Raw data:
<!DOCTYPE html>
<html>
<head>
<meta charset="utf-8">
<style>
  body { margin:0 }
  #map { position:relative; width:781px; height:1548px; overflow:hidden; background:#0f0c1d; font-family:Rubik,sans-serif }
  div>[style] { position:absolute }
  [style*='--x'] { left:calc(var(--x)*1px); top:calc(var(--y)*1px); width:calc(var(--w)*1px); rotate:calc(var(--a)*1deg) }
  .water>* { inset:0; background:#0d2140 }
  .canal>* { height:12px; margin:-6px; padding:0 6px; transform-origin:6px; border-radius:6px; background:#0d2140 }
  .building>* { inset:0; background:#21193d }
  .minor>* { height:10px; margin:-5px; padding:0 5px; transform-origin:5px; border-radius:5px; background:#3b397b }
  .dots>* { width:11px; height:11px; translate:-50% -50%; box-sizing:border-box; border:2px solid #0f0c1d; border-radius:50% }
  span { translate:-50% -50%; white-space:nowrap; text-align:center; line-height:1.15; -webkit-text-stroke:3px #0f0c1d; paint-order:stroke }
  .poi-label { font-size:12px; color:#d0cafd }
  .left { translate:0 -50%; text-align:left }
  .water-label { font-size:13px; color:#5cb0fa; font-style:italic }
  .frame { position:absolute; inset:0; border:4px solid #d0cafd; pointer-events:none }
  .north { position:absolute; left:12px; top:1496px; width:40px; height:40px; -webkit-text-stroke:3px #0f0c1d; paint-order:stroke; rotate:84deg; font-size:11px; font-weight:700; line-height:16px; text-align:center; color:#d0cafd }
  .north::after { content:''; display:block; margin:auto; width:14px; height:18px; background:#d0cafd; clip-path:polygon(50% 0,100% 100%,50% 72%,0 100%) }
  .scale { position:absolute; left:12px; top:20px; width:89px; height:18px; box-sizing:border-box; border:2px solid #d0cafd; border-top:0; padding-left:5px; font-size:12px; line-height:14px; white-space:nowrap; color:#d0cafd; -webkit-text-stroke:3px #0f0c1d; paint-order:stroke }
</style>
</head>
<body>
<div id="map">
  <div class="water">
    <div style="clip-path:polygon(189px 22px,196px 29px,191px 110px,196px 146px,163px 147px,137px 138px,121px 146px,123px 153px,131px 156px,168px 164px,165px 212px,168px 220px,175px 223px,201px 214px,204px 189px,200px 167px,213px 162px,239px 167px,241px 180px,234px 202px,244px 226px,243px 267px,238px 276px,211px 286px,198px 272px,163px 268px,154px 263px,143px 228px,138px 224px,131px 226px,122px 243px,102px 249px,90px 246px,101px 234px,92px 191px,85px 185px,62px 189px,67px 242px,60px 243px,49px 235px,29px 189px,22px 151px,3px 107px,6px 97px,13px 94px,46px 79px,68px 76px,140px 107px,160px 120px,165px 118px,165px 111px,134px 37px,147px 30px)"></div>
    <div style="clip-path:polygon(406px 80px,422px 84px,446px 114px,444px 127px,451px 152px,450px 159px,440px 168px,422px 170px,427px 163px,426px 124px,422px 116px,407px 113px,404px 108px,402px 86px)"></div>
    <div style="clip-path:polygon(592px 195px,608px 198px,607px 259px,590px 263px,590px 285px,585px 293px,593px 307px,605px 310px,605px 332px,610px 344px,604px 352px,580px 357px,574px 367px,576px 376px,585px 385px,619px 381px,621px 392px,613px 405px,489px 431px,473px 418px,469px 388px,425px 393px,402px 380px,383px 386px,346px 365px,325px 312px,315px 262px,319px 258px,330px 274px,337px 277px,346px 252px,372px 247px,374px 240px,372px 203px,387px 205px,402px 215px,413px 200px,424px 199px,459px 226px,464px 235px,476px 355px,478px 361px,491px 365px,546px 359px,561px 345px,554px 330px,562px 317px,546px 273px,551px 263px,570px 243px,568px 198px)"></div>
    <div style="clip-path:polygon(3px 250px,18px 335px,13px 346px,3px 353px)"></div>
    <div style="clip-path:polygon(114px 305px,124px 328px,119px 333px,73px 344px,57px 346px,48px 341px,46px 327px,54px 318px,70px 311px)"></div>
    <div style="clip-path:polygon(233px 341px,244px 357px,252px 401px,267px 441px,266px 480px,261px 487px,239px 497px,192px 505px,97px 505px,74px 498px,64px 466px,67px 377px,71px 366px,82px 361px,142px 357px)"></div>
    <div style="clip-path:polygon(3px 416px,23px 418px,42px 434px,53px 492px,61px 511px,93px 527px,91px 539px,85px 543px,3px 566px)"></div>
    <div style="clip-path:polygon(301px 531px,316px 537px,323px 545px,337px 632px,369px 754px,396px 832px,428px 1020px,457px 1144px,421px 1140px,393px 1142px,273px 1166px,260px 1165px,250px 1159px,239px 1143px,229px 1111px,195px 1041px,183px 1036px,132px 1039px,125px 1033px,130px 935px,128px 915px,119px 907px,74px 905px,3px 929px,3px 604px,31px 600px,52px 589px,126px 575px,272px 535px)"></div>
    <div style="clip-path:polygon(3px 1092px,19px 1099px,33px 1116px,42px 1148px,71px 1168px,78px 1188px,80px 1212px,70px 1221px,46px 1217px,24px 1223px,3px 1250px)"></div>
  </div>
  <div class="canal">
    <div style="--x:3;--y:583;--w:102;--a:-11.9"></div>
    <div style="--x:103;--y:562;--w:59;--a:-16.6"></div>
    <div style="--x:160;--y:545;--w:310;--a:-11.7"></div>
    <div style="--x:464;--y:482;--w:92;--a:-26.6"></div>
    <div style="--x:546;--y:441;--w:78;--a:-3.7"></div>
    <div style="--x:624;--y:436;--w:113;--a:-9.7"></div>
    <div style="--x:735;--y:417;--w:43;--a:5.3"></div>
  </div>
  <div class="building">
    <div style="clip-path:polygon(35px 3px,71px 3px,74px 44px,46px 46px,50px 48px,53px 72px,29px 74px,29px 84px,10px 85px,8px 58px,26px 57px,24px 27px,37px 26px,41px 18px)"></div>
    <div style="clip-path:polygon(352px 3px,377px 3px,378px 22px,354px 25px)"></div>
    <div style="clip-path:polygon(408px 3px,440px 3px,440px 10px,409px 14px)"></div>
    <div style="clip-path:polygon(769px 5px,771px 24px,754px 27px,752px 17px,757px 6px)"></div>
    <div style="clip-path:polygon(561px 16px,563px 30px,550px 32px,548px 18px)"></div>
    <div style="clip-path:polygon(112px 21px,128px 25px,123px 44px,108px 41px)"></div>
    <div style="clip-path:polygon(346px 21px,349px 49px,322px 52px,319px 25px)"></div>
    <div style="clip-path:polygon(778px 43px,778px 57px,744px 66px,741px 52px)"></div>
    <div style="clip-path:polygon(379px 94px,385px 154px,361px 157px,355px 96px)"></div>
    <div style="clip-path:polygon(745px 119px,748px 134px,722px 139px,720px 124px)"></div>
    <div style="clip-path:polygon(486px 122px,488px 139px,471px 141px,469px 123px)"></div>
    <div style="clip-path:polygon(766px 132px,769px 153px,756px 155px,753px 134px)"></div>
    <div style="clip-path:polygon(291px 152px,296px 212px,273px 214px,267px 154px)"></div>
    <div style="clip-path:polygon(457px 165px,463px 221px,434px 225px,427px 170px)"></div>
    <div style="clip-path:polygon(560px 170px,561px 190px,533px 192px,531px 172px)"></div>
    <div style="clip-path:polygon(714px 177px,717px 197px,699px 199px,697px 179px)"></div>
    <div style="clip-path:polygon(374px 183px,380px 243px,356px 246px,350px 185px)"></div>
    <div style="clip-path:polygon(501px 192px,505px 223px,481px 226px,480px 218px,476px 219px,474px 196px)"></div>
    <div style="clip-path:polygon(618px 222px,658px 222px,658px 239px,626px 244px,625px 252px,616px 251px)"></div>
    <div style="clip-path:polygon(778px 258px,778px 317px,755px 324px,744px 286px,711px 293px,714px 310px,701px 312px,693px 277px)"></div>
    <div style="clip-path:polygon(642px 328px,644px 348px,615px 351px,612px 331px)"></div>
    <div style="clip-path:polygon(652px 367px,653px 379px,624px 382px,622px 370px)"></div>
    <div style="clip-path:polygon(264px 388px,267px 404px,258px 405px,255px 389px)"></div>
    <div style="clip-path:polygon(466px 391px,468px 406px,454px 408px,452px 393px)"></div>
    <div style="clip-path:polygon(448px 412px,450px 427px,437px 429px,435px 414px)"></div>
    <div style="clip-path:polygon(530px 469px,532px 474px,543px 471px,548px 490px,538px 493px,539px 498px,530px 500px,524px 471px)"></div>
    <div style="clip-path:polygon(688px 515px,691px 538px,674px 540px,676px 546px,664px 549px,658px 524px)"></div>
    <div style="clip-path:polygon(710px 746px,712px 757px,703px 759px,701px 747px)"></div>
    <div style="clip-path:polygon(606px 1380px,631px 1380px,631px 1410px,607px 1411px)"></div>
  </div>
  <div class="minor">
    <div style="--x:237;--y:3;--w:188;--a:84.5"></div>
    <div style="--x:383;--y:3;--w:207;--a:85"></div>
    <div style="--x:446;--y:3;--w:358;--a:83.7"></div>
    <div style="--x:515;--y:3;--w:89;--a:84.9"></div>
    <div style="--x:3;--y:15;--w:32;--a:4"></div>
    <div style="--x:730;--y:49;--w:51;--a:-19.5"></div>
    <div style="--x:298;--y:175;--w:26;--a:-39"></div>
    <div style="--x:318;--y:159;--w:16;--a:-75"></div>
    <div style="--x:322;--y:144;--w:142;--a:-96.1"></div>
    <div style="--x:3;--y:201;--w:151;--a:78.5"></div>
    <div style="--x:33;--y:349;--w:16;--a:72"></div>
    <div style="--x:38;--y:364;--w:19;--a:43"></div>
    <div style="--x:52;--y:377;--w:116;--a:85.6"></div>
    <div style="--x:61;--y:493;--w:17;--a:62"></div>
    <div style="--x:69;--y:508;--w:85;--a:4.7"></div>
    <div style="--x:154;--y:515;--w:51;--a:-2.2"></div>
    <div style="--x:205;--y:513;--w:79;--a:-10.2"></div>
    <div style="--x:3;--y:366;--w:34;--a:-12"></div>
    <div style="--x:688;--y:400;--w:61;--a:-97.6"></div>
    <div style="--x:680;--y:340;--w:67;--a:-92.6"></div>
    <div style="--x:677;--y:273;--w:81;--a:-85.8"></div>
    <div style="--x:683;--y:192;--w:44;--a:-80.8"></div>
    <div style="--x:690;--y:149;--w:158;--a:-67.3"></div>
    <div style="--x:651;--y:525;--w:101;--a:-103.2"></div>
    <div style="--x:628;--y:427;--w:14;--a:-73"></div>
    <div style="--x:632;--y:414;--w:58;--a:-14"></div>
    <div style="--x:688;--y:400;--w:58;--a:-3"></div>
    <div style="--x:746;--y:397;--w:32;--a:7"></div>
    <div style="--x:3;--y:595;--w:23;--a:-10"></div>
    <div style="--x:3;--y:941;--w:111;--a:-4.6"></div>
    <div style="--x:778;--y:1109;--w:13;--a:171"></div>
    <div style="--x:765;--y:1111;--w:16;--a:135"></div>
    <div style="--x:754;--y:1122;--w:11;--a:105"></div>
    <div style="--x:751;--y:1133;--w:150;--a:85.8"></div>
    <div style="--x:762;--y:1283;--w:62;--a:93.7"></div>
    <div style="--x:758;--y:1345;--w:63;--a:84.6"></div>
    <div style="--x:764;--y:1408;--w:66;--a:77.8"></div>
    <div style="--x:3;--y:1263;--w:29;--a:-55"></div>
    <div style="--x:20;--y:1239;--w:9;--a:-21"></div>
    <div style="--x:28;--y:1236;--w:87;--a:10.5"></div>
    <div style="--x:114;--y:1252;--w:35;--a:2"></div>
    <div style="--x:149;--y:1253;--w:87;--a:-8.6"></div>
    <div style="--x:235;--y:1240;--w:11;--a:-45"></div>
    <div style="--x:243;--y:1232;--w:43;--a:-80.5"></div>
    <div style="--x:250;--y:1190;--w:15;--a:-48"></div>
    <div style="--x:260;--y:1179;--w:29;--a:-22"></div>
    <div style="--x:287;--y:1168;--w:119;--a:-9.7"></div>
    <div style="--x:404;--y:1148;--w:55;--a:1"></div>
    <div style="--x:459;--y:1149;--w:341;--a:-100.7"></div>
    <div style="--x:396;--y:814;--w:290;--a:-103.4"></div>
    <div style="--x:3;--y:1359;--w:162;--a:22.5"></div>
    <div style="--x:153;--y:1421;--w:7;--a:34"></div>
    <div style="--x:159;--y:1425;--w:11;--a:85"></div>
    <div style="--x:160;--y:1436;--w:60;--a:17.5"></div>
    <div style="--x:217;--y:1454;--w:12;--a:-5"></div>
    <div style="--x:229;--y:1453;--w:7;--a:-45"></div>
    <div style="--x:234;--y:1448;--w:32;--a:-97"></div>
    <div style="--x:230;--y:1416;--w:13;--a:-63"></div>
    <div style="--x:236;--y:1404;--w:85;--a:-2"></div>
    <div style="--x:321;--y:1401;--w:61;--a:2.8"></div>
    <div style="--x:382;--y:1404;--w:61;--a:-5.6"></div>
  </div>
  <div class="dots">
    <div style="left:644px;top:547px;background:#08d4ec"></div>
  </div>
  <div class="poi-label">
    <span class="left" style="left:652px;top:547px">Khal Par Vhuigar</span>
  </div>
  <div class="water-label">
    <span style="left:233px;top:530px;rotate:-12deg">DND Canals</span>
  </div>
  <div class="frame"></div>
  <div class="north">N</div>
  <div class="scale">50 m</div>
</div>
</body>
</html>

Work request: Nothing but a number should be written: how many lines of the preceding listing contain "origin".

Solved exercise: 2